Monday, February 15, 2010

How Market Harborough got a new swimming pool

If you visit Market Harborough's leisure centre, whether to use the gym, hear Spencer Davis or have a swim, you may be disconcerted by an inscribed block that stands outside it. Although the centre is clearly a recent building (in fact it dates from 1991), that inscription reads:

MARKET HARBOROUGH
URBAN DISTRICT COUNCIL
THESE PUBLIC BATHS
WERE OPENED BY
J.W. LOGAN ESQ. M.P.
OCTOBER 1ST. 1896

The explanation is that the block came from the town's original swimming baths, which stood in the Northampton Road. The site is now occupied by a block of retirement flats called Marshall Court.

Mr Logan is, of course, one of the heroes of this blog. The history page on the Market Harborough Swimming Club site records that he donated £1000 towards the cost of those original baths.

It adds, a little churlishly: "no doubt set against his Parliamentary expenses". But that is nonsense, because MPs were not paid a salary until 1911 and Logan was one of many MPs who used their personal wealth to provide facilities in their constituencies. In his case this was, of course, an expression of his Liberal philanthropy and by no means an attempt to buy votes.

I learned to swim in these original baths at evening classes in the 1970s. On the way home I had a spring roll and chips from Frank Taylor's chippy (a shop now occupied by Duncan Murray Wines) and the air was prickly with the smell of soup powder from Symington's factory - probably from the modern block, also in Northampton Road, which has since been demolished.

By the time I was elected to the council in 1986, the baths were even more shabby. But the swimming club were not fools. Because they invited me, as a new councillor, to present the prizes at their junior swimming gala. If I remember rightly, this event took place the day after the close of the Liberal Assembly in Eastbourne, so I had been up selling Liberator songbooks until the small hours of that morning.

It turned out that, though there were a lot of races, the club did not have many members. The result was that the same damp and increasingly tired children came up each time to collect their prizes.

As guest of honour, I was given a seat by the side of the pool. The trouble was that the surround was not that wide, so I was sitting very near the edge. This did not matter when a backstroke or breaststroke race went past, but when it was the butterfly of the crawl I was soaked by the spray. And I had put a suit and tie on for the event.

By the end of the gala I was very open to the club's argument that the club and the town needed a new pool. In fact I later seconded the motion that got it built.

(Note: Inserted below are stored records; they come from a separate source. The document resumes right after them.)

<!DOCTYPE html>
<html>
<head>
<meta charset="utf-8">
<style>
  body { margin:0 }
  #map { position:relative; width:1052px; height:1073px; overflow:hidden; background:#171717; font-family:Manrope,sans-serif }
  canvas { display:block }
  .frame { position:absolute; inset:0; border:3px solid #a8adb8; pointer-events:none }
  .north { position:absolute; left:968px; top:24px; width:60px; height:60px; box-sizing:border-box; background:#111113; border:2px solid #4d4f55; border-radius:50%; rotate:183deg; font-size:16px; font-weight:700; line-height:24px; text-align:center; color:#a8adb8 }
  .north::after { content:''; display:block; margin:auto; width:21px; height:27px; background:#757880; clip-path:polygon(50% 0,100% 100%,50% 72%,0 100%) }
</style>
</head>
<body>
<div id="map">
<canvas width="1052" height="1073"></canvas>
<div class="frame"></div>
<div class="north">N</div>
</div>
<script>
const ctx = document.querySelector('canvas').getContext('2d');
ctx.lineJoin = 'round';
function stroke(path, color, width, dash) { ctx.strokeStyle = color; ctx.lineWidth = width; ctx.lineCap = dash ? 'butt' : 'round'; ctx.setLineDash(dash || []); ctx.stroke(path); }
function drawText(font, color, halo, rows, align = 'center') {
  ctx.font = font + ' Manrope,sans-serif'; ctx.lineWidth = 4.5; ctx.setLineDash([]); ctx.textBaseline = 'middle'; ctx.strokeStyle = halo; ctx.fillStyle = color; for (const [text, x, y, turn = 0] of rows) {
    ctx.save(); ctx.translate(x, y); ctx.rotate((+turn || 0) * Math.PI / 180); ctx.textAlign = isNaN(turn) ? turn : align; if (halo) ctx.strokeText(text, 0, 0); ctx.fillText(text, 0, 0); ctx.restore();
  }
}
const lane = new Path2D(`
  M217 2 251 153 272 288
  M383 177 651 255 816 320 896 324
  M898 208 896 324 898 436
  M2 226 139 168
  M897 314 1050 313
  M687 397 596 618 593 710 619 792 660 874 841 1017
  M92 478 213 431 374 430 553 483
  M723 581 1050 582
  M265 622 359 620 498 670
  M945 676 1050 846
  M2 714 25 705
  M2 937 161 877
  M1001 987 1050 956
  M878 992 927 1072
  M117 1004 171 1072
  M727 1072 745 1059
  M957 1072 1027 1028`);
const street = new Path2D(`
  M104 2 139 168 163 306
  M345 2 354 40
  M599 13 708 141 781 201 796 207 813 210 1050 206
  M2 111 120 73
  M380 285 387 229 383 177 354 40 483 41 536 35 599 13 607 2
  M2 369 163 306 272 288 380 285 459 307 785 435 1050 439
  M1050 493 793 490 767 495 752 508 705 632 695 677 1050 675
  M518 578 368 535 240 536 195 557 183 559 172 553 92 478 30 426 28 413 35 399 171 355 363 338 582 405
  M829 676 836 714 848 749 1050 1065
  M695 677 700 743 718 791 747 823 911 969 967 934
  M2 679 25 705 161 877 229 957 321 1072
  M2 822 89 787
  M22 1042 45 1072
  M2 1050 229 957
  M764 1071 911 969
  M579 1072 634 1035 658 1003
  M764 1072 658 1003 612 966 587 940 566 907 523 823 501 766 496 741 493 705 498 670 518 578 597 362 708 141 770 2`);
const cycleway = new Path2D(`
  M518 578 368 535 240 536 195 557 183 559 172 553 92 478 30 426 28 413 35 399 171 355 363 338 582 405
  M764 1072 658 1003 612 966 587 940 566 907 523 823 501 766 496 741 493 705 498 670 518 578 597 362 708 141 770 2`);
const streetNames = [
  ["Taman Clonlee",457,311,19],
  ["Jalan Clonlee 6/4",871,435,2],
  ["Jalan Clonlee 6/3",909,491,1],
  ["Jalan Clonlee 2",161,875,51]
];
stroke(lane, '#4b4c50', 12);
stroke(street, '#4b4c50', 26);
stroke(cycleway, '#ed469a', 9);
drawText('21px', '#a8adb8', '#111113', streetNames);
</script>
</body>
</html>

But seriously folks, the town's Liberals had long backed a new leisure centre, and doing the deals (special expenses for the town, a fund for leisure provision in the other parts of the district) that made this possible is one of the things I am most proud of from my time as a councillor.

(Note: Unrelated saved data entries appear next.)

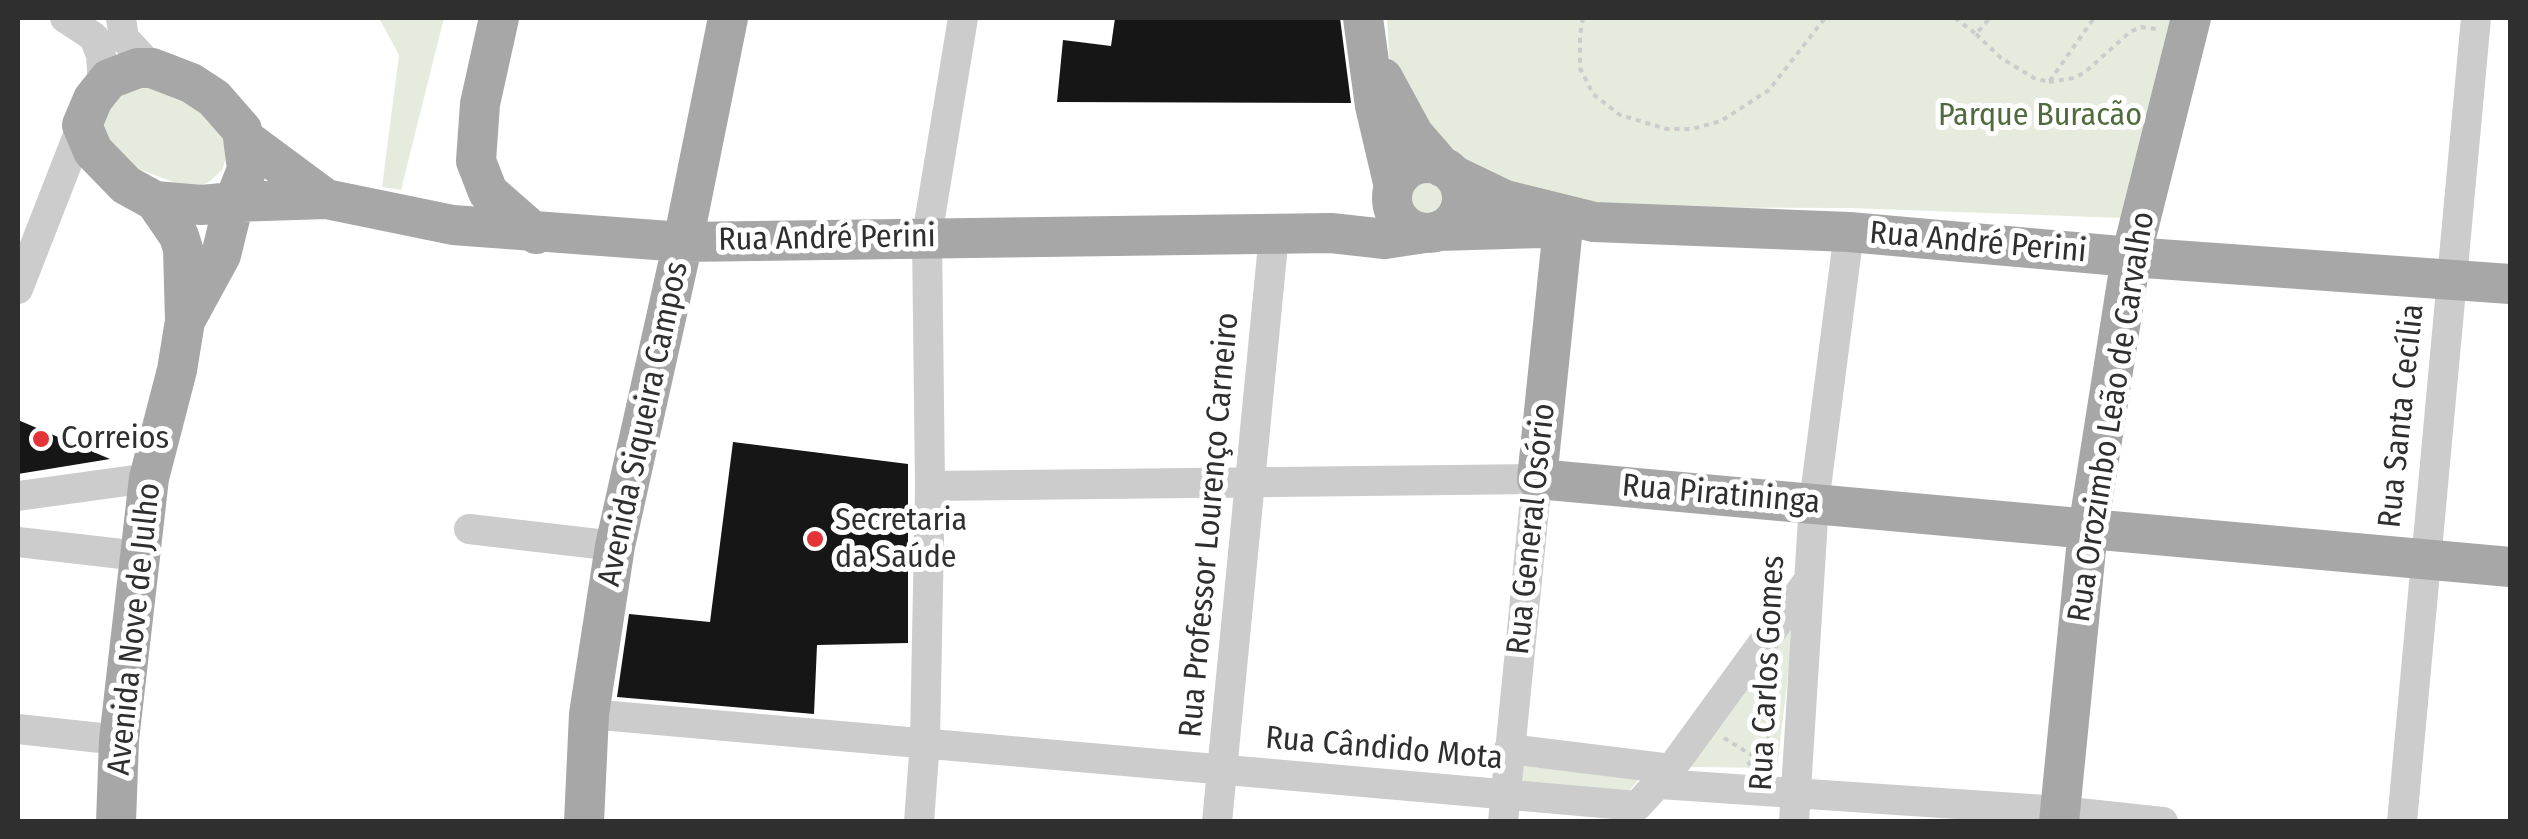 <!DOCTYPE html>
<meta charset="utf-8">
<style>
body{margin:0}
#map{position:relative;width:2528px;height:839px;overflow:hidden;background:#fff;font-family:"Fira Sans Condensed",sans-serif}
canvas{display:block}
.frame{position:absolute;inset:0;border:20px solid #2f2f2f;pointer-events:none}
</style>
<div id="map">
<canvas width="2528" height="839"></canvas>
<div class="frame"></div>
</div>
<script>
const ctx = document.querySelector('canvas').getContext('2d');
ctx.lineJoin = 'round';
function paint(path, color) { ctx.fillStyle = color; ctx.fill(path, 'evenodd'); }
const shape = rows => new Path2D(rows.map(r => 'M' + r).join(''));
function trace(path, color, width, dash) { ctx.strokeStyle = color; ctx.lineWidth = width; ctx.lineCap = dash ? 'butt' : 'round'; ctx.setLineDash(dash || []); ctx.stroke(path); }
function write(font, color, halo, rows, align = 'center') {
  ctx.font = font + ' "Fira Sans Condensed",sans-serif'; ctx.lineWidth = 10; ctx.setLineDash([]); ctx.textBaseline = 'middle'; ctx.strokeStyle = halo; ctx.fillStyle = color; for (const [text, x, y, turn = 0] of rows) {
    ctx.save(); ctx.translate(x, y); ctx.rotate((+turn || 0) * Math.PI / 180); ctx.textAlign = isNaN(turn) ? turn : align; if (halo) ctx.strokeText(text, 0, 0); ctx.fillText(text, 0, 0); ctx.restore();
  }
}
paint(shape([
 [379,18,444,18,401,190,382,187,399,55],
 [1387,18,2174,18,2123,218,1849,208,1576,207,1477,171,1420,117,1399,83,1389,56],
 [141,75,220,122,227,156,222,170,210,181,199,187,186,187,118,161,98,113],
 [1429,174,1449,189,1450,202,1446,214,1412,219,1403,209,1402,196,1406,184,1416,177],
 [1795,617,1777,768,1690,767],
 [1513,765,1605,775,1639,779,1625,796,1513,787]
]), '#e5ecdd');
paint(shape([
 [1115,18,1340,18,1351,103,1057,102,1063,40,1111,46],
 [18,420,110,459,18,474],
 [733,442,908,464,908,643,817,645,814,714,617,697,629,614,710,622]
]), '#161616');
trace(shape([
 [1583,18,1580,35,1580,68,1593,94,1620,115,1667,129,1692,129,1721,121,1769,90,1825,18],
 [1955,18,1976,34,1990,18],
 [1976,34,2001,58,2034,78,2049,82,2094,18],
 [2049,82,2073,78,2084,73,2130,32,2141,27,2156,29],
 [1756,695,1777,709],
 [1724,738,1771,767],
 [1748,765,1775,729]
]), '#ccc', 4, [5, 5]);
trace(shape([
 [65,18,94,37,101,55,103,85],
 [121,18,124,38,152,68],
 [18,289,82,125],
 [930,486,1537,479,1503,822],
 [18,496,149,478],
 [469,529,615,546],
 [18,542,139,556],
 [589,714,1637,806,1671,769,1808,581],
 [18,729,119,740],
 [1509,749,1671,769],
 [1660,784,2060,811,2163,822],
 [919,822,925,741,930,486,927,236,963,18],
 [1217,822,1274,234],
 [1794,822,1814,503,1849,232],
 [2402,822,2476,18]
]), '#ccc', 30);
trace(shape([
 [499,18,480,104,476,161,488,192,536,234],
 [1363,18,1375,106,1394,187],
 [138,68,152,68,191,83,214,98,242,130,247,169,234,202,201,205,155,201,126,185,93,151,82,125,93,99,109,79,138,68],
 [1383,78,1414,135,1442,167],
 [245,139,326,199],
 '1392 198a35 35 0 1 1 70 0a35 35 0 1 1-70 0Z',
 [1453,175,1505,200,1594,222,1849,232,2131,257,2510,284],
 [1438,231,1541,228,1556,229,1562,237,1537,479,2510,567],
 [185,321,221,255,234,202,326,199,453,225,683,242,1331,233,1385,239,1425,233],
 [116,822,119,740,149,478,177,370,185,321,183,249,179,236,155,201],
 [584,822,589,714,615,546,683,242,728,18],
 [2059,822,2088,529,2131,257,2191,18]
]), '#a7a7a7', 40);
for (const [x, y, r, color] of [
 [41,439,10,"#e43438"],
 [815,539,10,"#e43438"]
]) { const dot = new Path2D(); dot.arc(x, y, r, 0, 2 * Math.PI); ctx.fillStyle = color; ctx.fill(dot); trace(dot, '#fff', 4); }
write('32px', '#506b3d', '#fff', [
 ["Parque Buracão",2040,116]
]);
write('32px', '#2f2f2f', '#fff', [
 ["Rua André Perini",827,239,-1],
 ["Rua André Perini",1978,243,5],
 ["Rua Santa Cecília",2402,416,-84],
 ["Rua Orozimbo Leão de Carvalho",2112,417,-81],
 ["Avenida Siqueira Campos",644,424,-78],
 ["Rua Piratininga",1721,495,5],
 ["Rua Professor Lourenço Carneiro",1210,525,-85],
 ["Rua General Osório",1532,529,-84],
 ["Avenida Nove de Julho",135,629,-84],
 ["Rua Carlos Gomes",1768,673,-87],
 ["Rua Cândido Mota",1384,749,5]
]);
write('32px', '#2f2f2f', '#fff', [
 ["Correios",61,439],
 ["Secretaria",835,521],
 ["da Saúde",835,558]
], 'left');
</script>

I also remember that I rang up the officers to suggest we should save the dedication stone from the old baths and set it up outside the new leisure centre, but I think they had already had that idea themselves.

2 comments:

Anonymous said...

My Father used to swim there in the thirties when the entrance fee reduced as the week progressed and the water got more filthy.

DC said...

Can that be true? I remember it being said of the (still just-about-open) Moseley Road Baths in Birmingham that the original difference between the first-class and second-class swimming baths was not so much the decor but more the fact that the water from the former was decanted into the latter after one week's use!